▶ **GIVEN ENTRIES**
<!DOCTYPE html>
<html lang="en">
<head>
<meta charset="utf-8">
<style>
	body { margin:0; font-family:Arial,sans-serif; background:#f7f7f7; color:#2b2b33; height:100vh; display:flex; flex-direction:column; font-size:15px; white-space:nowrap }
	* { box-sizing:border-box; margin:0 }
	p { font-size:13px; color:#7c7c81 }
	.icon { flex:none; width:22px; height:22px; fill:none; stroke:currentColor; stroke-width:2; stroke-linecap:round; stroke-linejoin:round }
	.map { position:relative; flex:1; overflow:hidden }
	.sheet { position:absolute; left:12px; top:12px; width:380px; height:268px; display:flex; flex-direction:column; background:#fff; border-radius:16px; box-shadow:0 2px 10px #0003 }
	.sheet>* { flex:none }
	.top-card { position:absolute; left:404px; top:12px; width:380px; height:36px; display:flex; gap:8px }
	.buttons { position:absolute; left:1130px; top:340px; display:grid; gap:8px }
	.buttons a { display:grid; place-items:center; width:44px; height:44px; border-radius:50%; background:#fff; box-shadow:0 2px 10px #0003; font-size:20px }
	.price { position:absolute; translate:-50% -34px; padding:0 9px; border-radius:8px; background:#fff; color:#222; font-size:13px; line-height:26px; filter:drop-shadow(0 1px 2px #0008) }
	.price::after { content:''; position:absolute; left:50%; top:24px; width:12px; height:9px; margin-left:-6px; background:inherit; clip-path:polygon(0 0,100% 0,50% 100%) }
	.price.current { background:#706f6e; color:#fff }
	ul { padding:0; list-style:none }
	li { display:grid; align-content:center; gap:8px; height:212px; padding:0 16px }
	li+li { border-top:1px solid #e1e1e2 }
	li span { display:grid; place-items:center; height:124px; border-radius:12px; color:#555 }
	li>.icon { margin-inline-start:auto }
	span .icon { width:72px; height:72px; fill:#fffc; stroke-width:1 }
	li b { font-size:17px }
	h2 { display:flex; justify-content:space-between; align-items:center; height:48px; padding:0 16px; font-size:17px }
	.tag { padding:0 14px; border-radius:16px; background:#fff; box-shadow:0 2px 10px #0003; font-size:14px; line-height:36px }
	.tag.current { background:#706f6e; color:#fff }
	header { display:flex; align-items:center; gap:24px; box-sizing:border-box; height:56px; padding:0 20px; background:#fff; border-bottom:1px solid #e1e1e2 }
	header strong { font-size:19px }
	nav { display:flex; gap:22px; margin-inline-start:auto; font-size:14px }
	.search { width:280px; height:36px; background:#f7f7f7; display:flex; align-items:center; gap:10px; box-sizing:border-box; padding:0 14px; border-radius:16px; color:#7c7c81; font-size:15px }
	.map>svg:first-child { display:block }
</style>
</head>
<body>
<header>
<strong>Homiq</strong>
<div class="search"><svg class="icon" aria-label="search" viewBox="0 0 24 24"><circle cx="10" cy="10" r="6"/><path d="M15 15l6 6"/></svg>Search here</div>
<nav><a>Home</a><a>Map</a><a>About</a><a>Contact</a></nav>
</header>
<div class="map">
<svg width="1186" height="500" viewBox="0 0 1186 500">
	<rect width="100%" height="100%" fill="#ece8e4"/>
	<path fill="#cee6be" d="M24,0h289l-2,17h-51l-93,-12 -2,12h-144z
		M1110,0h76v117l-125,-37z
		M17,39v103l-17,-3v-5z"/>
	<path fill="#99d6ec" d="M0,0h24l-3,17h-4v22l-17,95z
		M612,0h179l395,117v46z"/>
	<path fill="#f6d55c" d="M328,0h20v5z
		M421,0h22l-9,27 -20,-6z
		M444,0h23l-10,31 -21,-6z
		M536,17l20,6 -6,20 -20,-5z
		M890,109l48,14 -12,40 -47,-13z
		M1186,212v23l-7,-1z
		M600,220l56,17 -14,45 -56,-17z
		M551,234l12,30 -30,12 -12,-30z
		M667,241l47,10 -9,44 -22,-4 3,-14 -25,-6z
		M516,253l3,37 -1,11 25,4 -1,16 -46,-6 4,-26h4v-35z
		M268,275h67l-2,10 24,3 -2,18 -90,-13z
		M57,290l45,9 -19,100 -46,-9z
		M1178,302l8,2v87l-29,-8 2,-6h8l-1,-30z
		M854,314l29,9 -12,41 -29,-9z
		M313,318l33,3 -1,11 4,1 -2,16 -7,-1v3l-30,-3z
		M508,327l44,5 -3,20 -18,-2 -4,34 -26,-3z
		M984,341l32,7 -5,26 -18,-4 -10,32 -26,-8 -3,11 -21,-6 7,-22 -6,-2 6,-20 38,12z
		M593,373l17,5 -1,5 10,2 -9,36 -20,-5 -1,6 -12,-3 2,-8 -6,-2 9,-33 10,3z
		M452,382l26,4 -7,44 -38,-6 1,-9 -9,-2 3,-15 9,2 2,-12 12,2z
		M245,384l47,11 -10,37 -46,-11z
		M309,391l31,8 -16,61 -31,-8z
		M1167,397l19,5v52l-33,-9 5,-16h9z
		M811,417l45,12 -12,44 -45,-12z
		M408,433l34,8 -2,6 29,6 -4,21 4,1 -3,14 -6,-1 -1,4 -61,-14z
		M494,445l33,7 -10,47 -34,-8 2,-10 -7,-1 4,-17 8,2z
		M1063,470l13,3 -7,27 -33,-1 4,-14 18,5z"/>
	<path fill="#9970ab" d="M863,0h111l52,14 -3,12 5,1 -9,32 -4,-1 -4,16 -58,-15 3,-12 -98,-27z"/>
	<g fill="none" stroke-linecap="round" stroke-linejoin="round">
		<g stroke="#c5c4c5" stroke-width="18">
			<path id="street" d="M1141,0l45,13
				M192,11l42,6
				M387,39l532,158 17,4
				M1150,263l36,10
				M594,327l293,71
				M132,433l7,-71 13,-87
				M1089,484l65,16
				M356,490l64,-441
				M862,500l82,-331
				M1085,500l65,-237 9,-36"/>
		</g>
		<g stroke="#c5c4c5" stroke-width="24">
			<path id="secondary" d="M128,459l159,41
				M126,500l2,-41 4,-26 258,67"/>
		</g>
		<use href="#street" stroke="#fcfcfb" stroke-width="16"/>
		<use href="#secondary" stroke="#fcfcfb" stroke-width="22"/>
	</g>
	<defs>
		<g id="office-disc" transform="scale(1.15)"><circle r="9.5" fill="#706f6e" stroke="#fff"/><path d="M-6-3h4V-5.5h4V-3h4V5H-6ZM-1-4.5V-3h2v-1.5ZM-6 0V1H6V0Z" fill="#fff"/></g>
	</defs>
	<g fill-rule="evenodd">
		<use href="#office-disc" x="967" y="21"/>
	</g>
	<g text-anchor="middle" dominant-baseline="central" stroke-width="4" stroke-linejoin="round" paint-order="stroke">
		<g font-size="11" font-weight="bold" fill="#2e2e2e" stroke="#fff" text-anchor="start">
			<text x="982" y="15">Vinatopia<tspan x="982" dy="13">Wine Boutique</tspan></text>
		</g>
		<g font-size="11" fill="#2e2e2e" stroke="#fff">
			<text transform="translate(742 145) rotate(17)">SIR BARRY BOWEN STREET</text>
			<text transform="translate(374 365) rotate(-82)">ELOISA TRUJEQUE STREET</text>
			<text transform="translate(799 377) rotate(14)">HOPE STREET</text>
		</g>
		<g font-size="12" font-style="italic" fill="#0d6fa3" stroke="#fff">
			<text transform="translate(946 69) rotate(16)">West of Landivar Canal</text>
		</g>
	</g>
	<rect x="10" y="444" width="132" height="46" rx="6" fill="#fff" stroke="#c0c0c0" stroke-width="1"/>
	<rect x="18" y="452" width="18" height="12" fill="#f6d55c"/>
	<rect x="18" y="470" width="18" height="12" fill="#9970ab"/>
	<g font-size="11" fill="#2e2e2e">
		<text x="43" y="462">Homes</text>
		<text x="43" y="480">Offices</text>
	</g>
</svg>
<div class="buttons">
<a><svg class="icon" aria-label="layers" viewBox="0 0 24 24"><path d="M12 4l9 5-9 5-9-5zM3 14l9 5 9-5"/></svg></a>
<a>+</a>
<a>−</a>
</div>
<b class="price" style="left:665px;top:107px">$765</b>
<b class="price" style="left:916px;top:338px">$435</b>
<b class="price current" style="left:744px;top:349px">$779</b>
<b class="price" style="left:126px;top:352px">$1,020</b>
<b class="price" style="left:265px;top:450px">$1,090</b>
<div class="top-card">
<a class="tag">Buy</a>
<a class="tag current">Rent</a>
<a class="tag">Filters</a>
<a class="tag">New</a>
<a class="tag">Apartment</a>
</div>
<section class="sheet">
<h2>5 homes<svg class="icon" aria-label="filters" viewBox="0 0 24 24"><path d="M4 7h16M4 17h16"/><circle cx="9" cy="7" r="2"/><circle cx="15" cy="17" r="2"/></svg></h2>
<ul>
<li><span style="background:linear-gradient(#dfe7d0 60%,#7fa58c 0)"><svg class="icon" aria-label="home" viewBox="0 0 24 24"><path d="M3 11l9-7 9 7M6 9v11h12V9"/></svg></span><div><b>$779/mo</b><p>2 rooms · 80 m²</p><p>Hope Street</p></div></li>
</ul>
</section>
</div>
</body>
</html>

▶ **WORK REQUIRED**
Would you please return all lines from the listing above that contain "linecap"?

▶ **FINISHED EXERCISE**
	.icon { flex:none; width:22px; height:22px; fill:none; stroke:currentColor; stroke-width:2; stroke-linecap:round; stroke-linejoin:round }
	<g fill="none" stroke-linecap="round" stroke-linejoin="round">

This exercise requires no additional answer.